» **Goal of the exercise**
Write out every record below exactly, so that nothing differs from what is shown.

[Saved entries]
.....

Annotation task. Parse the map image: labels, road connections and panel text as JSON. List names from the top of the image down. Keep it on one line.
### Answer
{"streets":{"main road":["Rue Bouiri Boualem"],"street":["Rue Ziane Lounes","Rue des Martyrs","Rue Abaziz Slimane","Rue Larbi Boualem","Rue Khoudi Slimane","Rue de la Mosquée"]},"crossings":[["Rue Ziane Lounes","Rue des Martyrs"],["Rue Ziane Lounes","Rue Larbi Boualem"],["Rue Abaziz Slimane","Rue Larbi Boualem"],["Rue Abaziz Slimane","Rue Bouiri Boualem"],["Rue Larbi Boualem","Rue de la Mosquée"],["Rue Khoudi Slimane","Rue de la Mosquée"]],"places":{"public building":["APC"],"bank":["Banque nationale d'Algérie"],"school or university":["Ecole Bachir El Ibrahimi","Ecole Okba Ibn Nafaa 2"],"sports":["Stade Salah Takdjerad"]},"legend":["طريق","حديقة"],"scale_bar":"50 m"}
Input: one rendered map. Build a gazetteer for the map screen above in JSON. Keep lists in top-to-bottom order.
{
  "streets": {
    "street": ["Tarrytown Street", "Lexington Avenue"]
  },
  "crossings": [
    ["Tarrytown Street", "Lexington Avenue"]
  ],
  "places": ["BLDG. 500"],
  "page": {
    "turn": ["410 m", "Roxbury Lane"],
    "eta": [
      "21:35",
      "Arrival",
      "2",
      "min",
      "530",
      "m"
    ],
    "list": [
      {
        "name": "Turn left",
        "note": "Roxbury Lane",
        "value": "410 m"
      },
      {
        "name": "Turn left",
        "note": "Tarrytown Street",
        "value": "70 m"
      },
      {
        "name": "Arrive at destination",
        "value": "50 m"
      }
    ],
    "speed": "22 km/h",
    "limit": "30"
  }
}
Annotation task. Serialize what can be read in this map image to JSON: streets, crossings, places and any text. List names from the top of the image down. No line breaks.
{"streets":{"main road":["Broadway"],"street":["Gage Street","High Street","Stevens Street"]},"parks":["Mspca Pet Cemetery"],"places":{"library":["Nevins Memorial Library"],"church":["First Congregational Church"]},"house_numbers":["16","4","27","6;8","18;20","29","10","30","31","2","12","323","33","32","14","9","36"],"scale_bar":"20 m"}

.....

» **Output for this exercise**
Annotation task. Parse the map image: labels, road connections and panel text as JSON. List names from the top of the image down. Keep it on one line.
### Answer
{"streets":{"main road":["Rue Bouiri Boualem"],"street":["Rue Ziane Lounes","Rue des Martyrs","Rue Abaziz Slimane","Rue Larbi Boualem","Rue Khoudi Slimane","Rue de la Mosquée"]},"crossings":[["Rue Ziane Lounes","Rue des Martyrs"],["Rue Ziane Lounes","Rue Larbi Boualem"],["Rue Abaziz Slimane","Rue Larbi Boualem"],["Rue Abaziz Slimane","Rue Bouiri Boualem"],["Rue Larbi Boualem","Rue de la Mosquée"],["Rue Khoudi Slimane","Rue de la Mosquée"]],"places":{"public building":["APC"],"bank":["Banque nationale d'Algérie"],"school or university":["Ecole Bachir El Ibrahimi","Ecole Okba Ibn Nafaa 2"],"sports":["Stade Salah Takdjerad"]},"legend":["طريق","حديقة"],"scale_bar":"50 m"}
Input: one rendered map. Build a gazetteer for the map screen above in JSON. Keep lists in top-to-bottom order.
{
  "streets": {
    "street": ["Tarrytown Street", "Lexington Avenue"]
  },
  "crossings": [
    ["Tarrytown Street", "Lexington Avenue"]
  ],
  "places": ["BLDG. 500"],
  "page": {
    "turn": ["410 m", "Roxbury Lane"],
    "eta": [
      "21:35",
      "Arrival",
      "2",
      "min",
      "530",
      "m"
    ],
    "list": [
      {
        "name": "Turn left",
        "note": "Roxbury Lane",
        "value": "410 m"
      },
      {
        "name": "Turn left",
        "note": "Tarrytown Street",
        "value": "70 m"
      },
      {
        "name": "Arrive at destination",
        "value": "50 m"
      }
    ],
    "speed": "22 km/h",
    "limit": "30"
  }
}
Annotation task. Serialize what can be read in this map image to JSON: streets, crossings, places and any text. List names from the top of the image down. No line breaks.
{"streets":{"main road":["Broadway"],"street":["Gage Street","High Street","Stevens Street"]},"parks":["Mspca Pet Cemetery"],"places":{"library":["Nevins Memorial Library"],"church":["First Congregational Church"]},"house_numbers":["16","4","27","6;8","18;20","29","10","30","31","2","12","323","33","32","14","9","36"],"scale_bar":"20 m"}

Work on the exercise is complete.